5. Peer-to-Peer Systems

Last but not least, there are national or international communities where individuals borrow and lend money. These P2P platforms are modern alternatives to a traditional paluwagan method mentioned above. Usually, they are accessible online and have an app to borrow money. They also allow users to invest and borrow money depending on their current goals.
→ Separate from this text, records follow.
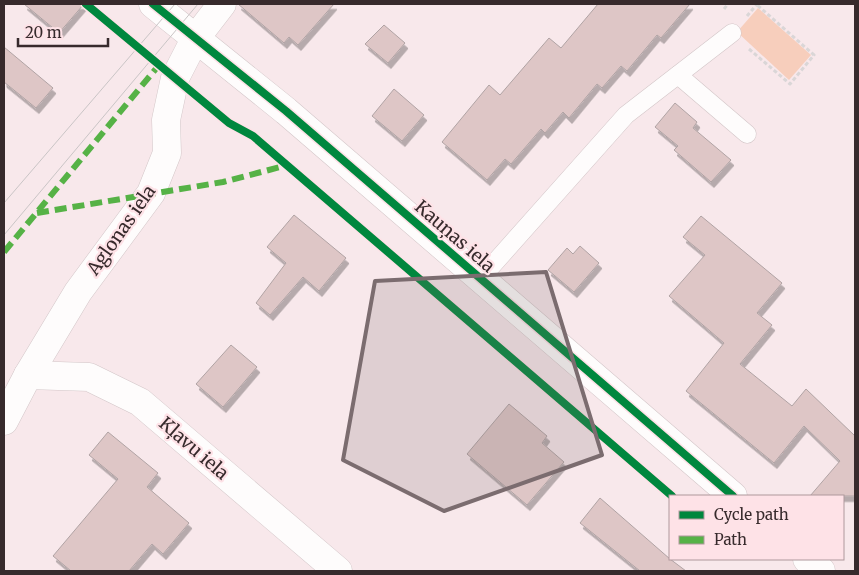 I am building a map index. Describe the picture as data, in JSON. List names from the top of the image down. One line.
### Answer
{"streets":{"street":["Aglonas iela","Kauņas iela","Kļavu iela"]},"crossings":[["Aglonas iela","Kauņas iela"],["Aglonas iela","Kļavu iela"]],"legend":["Cycle path","Path"],"scale_bar":"20 m"} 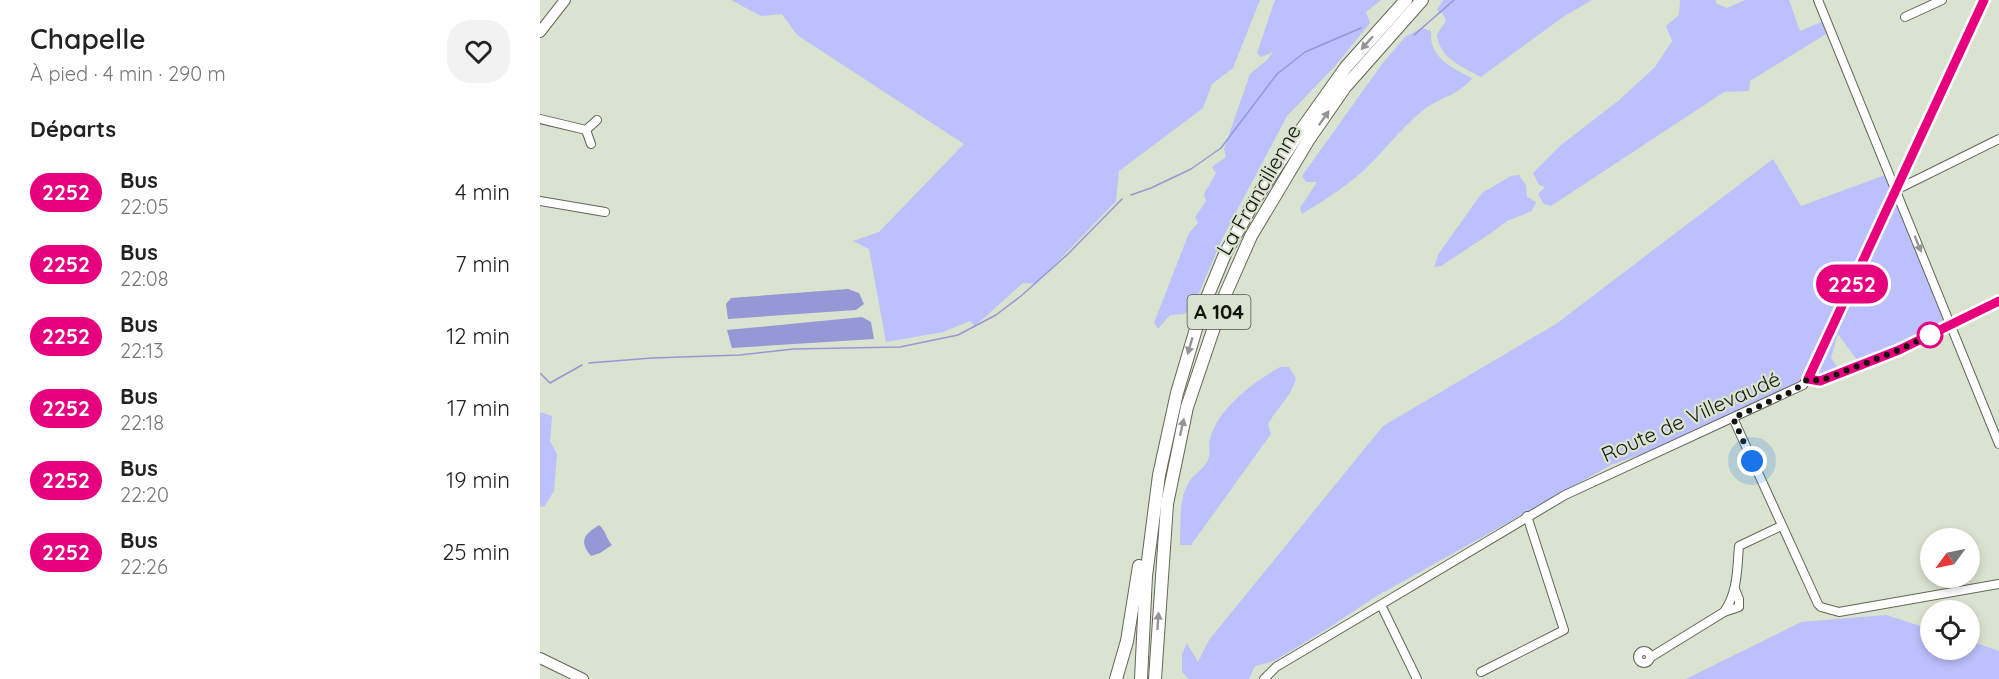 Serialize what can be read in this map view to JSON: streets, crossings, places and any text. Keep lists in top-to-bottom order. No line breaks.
{"streets":{"highway":["La Francilienne","A 104"],"street":["Route de Villevaudé"]},"lines":["bus line 2252"],"north":"bottom left","page":{"heading":[["Chapelle","À pied · 4 min · 290 m"],"Départs"],"on_map":"2252","list":[{"mark":"2252","name":"Bus","note":"22:05","value":"4 min"},{"mark":"2252","name":"Bus","note":"22:08","value":"7 min"},{"mark":"2252","name":"Bus","note":"22:13","value":"12 min"},{"mark":"2252","name":"Bus","note":"22:18","value":"17 min"},{"mark":"2252","name":"Bus","note":"22:20","value":"19 min"},{"mark":"2252","name":"Bus","note":"22:26","value":"25 min"}]}} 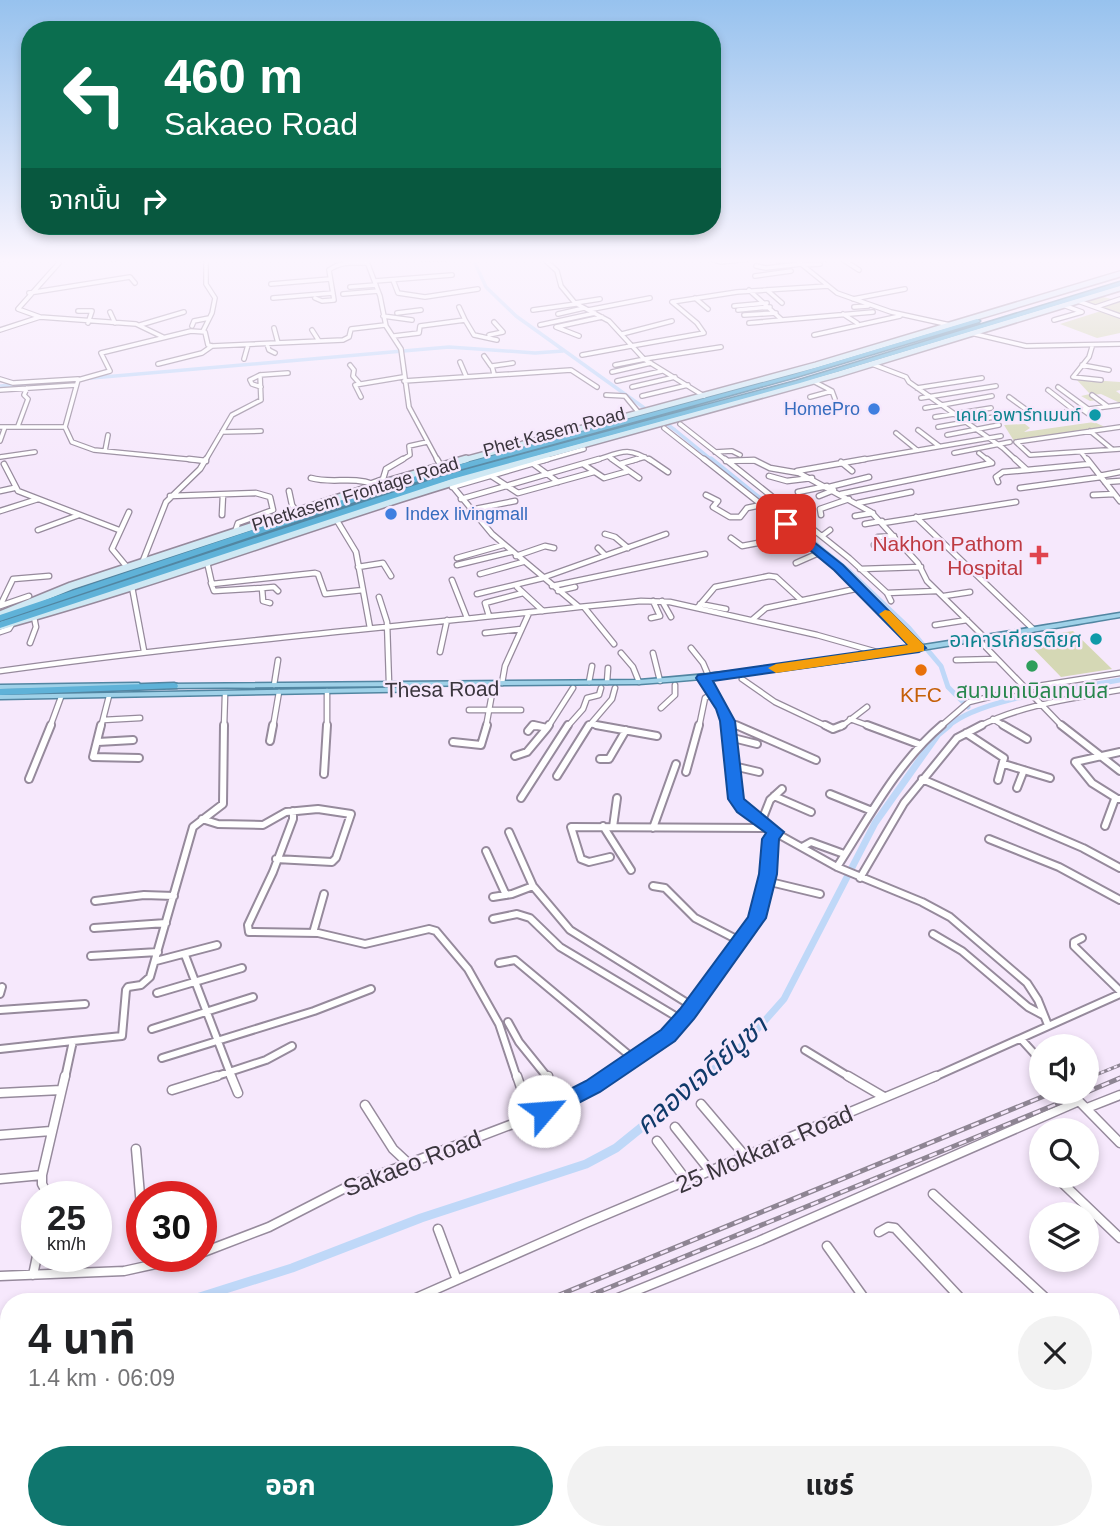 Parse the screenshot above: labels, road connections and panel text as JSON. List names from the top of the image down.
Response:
{
  "streets": {
    "highway": ["Phet Kasem Road"],
    "main road": ["Phetkasem Frontage Road", "Thesa Road"],
    "street": ["25 Mokkara Road", "Sakaeo Road"]
  },
  "crossings": [
    ["Phet Kasem Road", "Phetkasem Frontage Road"]
  ],
  "water": ["คลองเจดีย์บูชา"],
  "places": {
    "other": [
      "HomePro",
      "เคเค อพาร์ทเมนท์",
      "Index livingmall",
      "อาคารเกียรติยศ",
      "สนามเทเบิลเทนนิส",
      "KFC"
    ],
    "health": ["Nakhon Pathom Hospital"]
  },
  "page": {
    "turn": ["460 m", "Sakaeo Road"],
    "then": "จากนั้น",
    "speed": "25 km/h",
    "limit": "30",
    "heading": ["4 นาที", "1.4 km · 06:09"],
    "buttons": ["ออก", "แชร์"]
  }
} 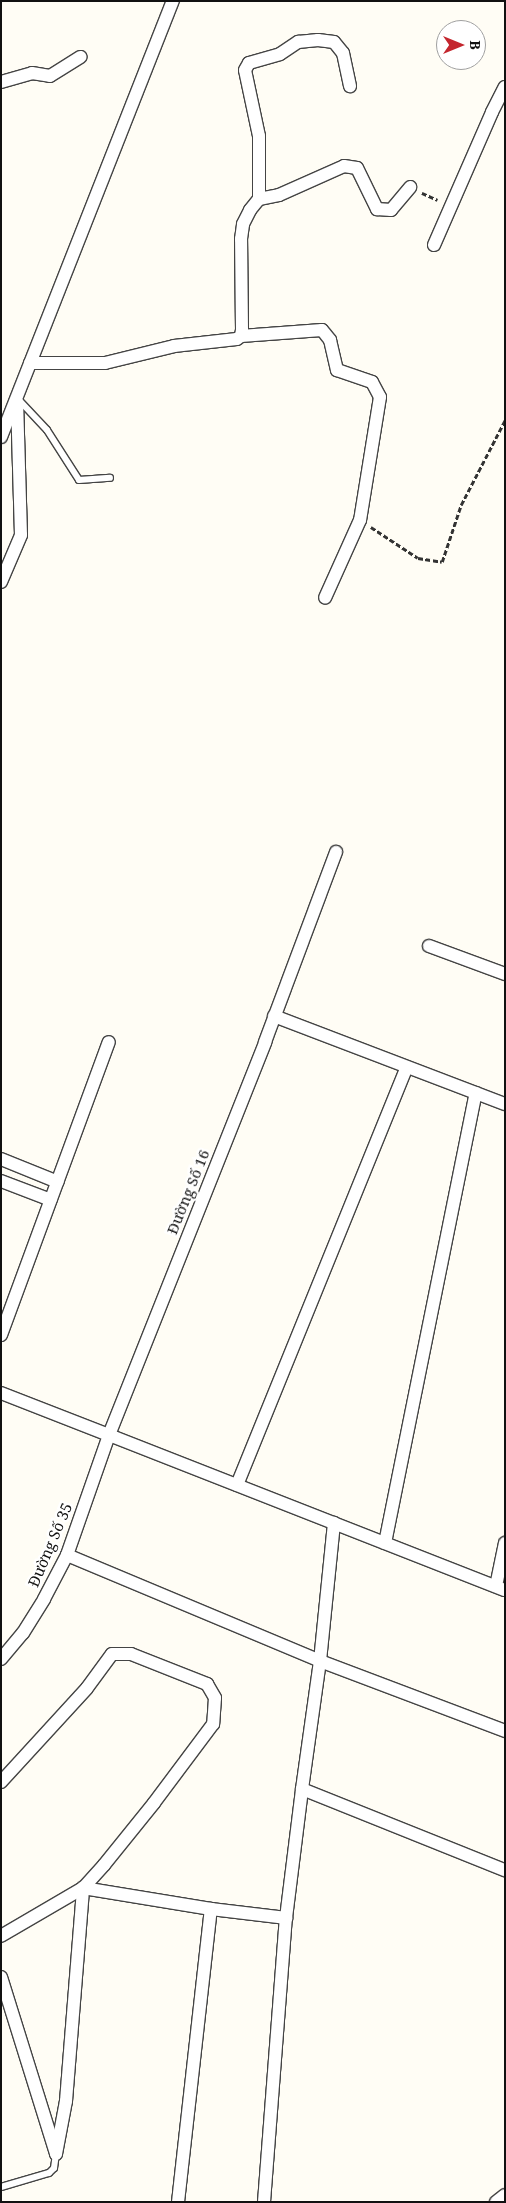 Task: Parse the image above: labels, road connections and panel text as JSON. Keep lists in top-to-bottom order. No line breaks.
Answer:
{"streets":{"street":["Đường Số 16","Đường Số 35"]},"crossings":[["Đường Số 16","Đường Số 35"]],"north":"right"}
The most popular P2P platforms in the Philippines are as follows:

  • BitBond;
  • Blend;
  • FundKo;
  • MoneyMatch;
  • UpLoan.

Apart from Filipino systems, there are international apps focused on peer-to-peer lending. For instance, these are Lending Club, Upstart, Funding Circle, Peerform, Prosper, and Kiva.

More Lending Options

Apart from traditional and alternative ways to borrow and lend money online or offline, there are more exotic approaches. They are less popular because of the extra requirements. Still, if you need the money and the aforementioned options don’t work, consider the next points:

  • Crowdfunding. If you have an idea of a cool project, consider running a crowdfunding campaign. In short, it helps to gather funds from hundreds and thousands of strangers for special rewards: early versions of your product, souvenirs, mentions, etc.
  • Loan sharks or 5-6. This is probably one of the best answers to the question “how can I borrow money fast?” But they are extremely risky. Loan sharks’ interest rate may exceed 10,000% APR — more than 27% per day!
  • Pawnshops. In the Philippines, this form is known as sangla. Pawnshops deliver instant cash for collateral — jewelry, tech devices, luxury items, etc. They have relatively low interest rates and don’t require docs. But it’s risky to pawn valuable things.
  • Work. Okay, it’s the most exotic alternative because it requires you to, well, work. Small freelance gigs, large projects, regular jobs — these options let you exchange your time and knowledge for money. Sounds good, right?
    While these options can be your last hope, be sure to try traditional and alternative ways before them.

Conclusion

Okay, we hope that this guide has answered the main question: “where can I borrow money online?”. It lists all basic and advanced ways of getting cash for your needs. Feel free to choose the most convenient option but also don’t forget about personal safety. Some ways like loan sharks may look cool but they may turn into big trouble. Thus, start your borrowing journey with thorough research of lenders. Good luck!